The preferred gas source for the flame is supplied by an oxy-hydrogen gas generator 78, which will be described in connection with FIG. 3, which produces oxygen and hydrogen from water, mixes the gases automatically in stoichiometric portion, and conducts them to a resevoir where they are bubbled through a bath of acetone or other organic liquid. The addition of acetone, through the burning of carbon, imparts strong carburizing (reducing) characteristics by absorbing atmospheric oxygen in the heated area. As compared with an unmodified oxy-hydrogen flame, the BTU output is increased because of the added heat of combustion of acetone vapor, while the flame temperature is reduced from about 3,000 C to 2,000 C because of the cooler combustion temperature of acetone vapor. In addition the flame becomes longer and more visible to the eye. The location of the end of the flame tip 28, relative to the chip to be heated, depends on a number of factors but may, for example, be about five-sixteenths in. off contact and aimed near the center of the chip. Gas pressure sufficient to produce a flame having a primary cone of about one-eighth in. long may be used.
The use of the modified oxy-hydrogen flame allows a sufficient quantity of heat to be applied to achieve solder reflow in less than 10 seconds while at the same time limiting the temperature rise of adjacent chips 60 through conduction by the substrate 24 such that adjacent chips do not rise to the reflow temperature.
Vacuum probe 28 is positioned over one corner of chip 52 and spaced a few mils off contact. For a chip removal cycle, probe 28 should be sufficiently far from the chip surface such that when reflow occurs the solder or bonding material at the bonding pads will break leaving the chip free to be lifted by vacuum probe 28 and will prevent spiking of the bonding material. In a similar manner during bonding cycles probe 28 should not contact the chip surface. The air space will prevent the tip from acting as a heat sink thereby reducing cycle time and maintaining lower adjacent chip temperatures.
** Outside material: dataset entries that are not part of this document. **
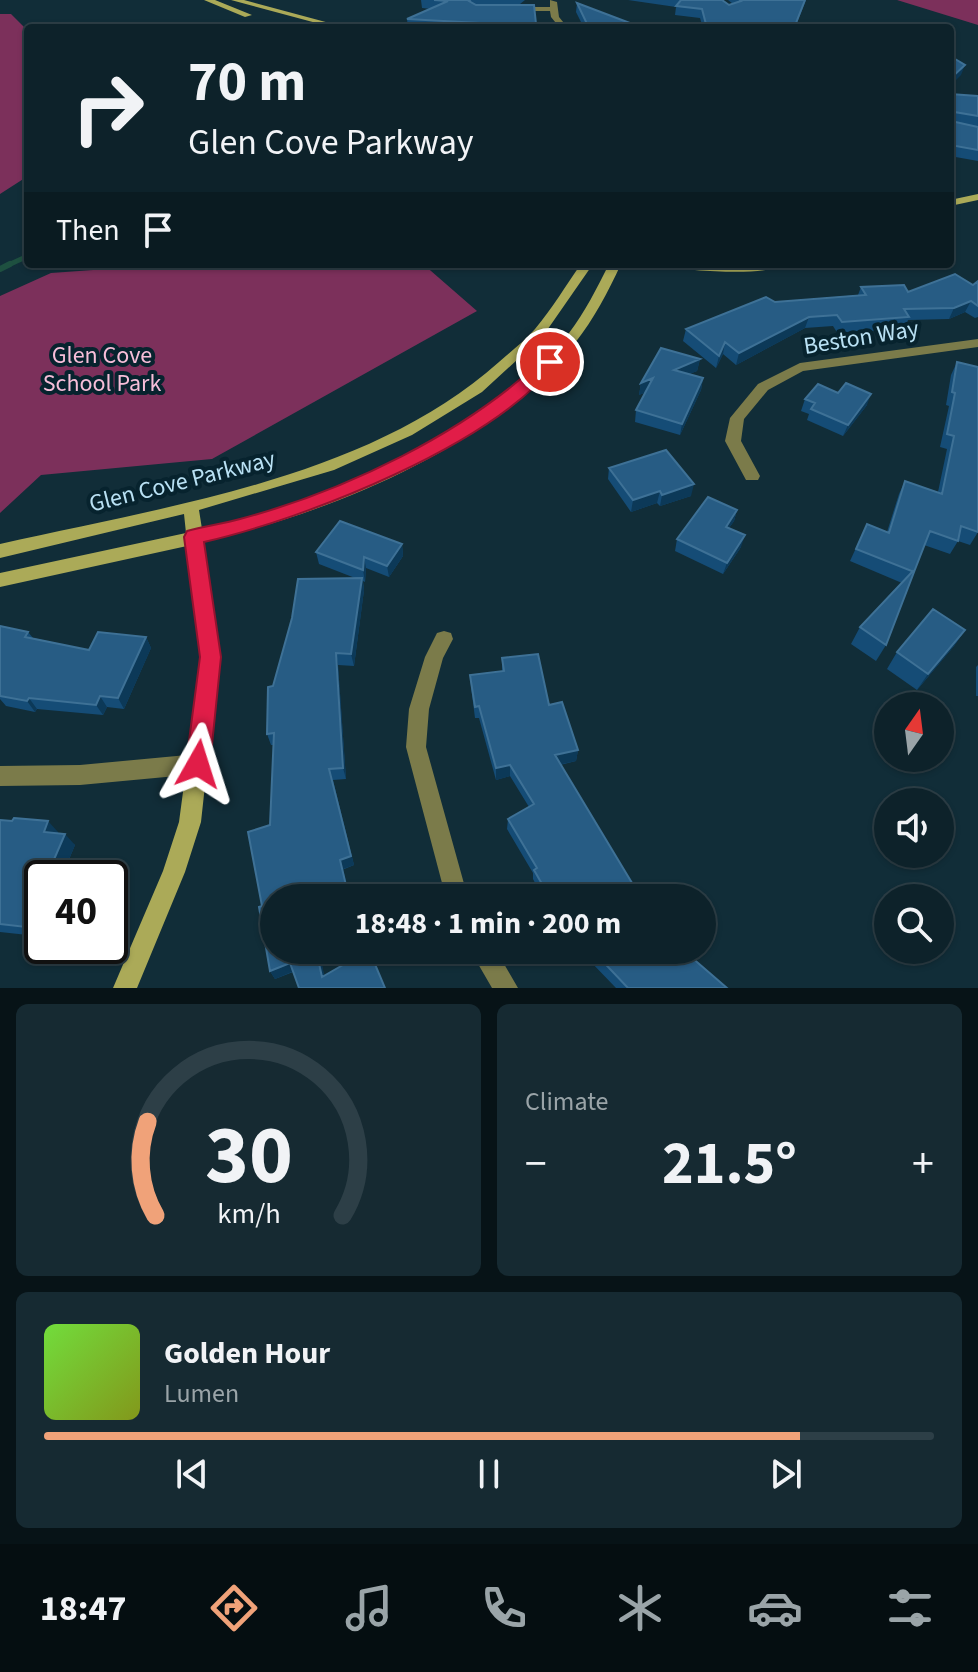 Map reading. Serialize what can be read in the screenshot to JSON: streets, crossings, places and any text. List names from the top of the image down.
{
  "streets": {
    "main road": ["Glen Cove Parkway"],
    "street": ["Beston Way"]
  },
  "parks": ["Glen Cove School Park"],
  "north": "top",
  "page": {
    "turn": ["70 m", "Glen Cove Parkway"],
    "then": "Then",
    "limit": "40",
    "trip": "18:48 · 1 min · 200 m",
    "tile": "Climate",
    "heat": ["−", "21.5°", "+"],
    "song": ["Golden Hour", "Lumen"],
    "tabs": "18:47",
    "gauge": ["30", "km/h"]
  }
}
Referring now to FIG. 3 there is shown diagramatically the pneumatic and electrical circuitry of the preferred embodiment. At the center of the figure probe assembly 27 is for convenience shown attached directly to probe operating cylinder 64 by mechanical linkage 31, referred to previously in the description of FIG. 1. Cylinder 64 is pneumatically actuated and is controlled by valve V5 through air lines 66 and 68. Valve VS may be a modified four-way spool valve having its input connected to air supply 70 and adapted to connect air supply to either air line 66 or 68. Normally, as shown by the solid line 71, this valve biases cylinder 64 in a raised position. In order to lower the probe assembly spring biased normally closed valves V2 and V3 must be opened. V2 is controlled by manually operating electrical switch LOWER. V3 may be controlled by a thermostatic switch located in pre-heater 20 which prevents operating the tool until the specified pre-heat temperature has been reached. Additionally, pre-heat temperature may be detected by infrared detector 42 and valve V3 controlled by an electrical output of control box 74 to be described shortly. Once both V2 and V3 have been opened V5 is transferred to its second state, indicated by the dashed line 72, which diverts air from line 68 to air line 66 causing the probe assembly 27 to lower. In order to raise the probe assembly there is provided a spring biased normally closed three-way valve V1 which is capable of actuating V5 to cause air from supply 70 to be diverted from line 66 to line 68 thereby raising the probe assembly. V1 may be energized by the output T2 from temperature control box 74 or by manually operated switches RAISE and EMERGENCY OFF. Whenever V1 is actuated, puffer 48 is supplied with air through air line 76 to discontinue heating of the chip by extinguishing the flame from tip 30, if one is present.
Modified oxy-hydrogen gas asv described more fully above, is supplied to flame tip 30 from GAS GENERA- TOR 78.
When probe assembly 27 is in its lowered position flame igniter 46 may be activated. Momentary actuation of manual switch S1 provides current to transformer T and causes spring biased normally closed valve V7 to open. Simultaneously, igniter 46 is extended by air cylinder 50 and current flowing through the secondary winding of T causes wire 80 to glow thereby igniting the flame at tip30.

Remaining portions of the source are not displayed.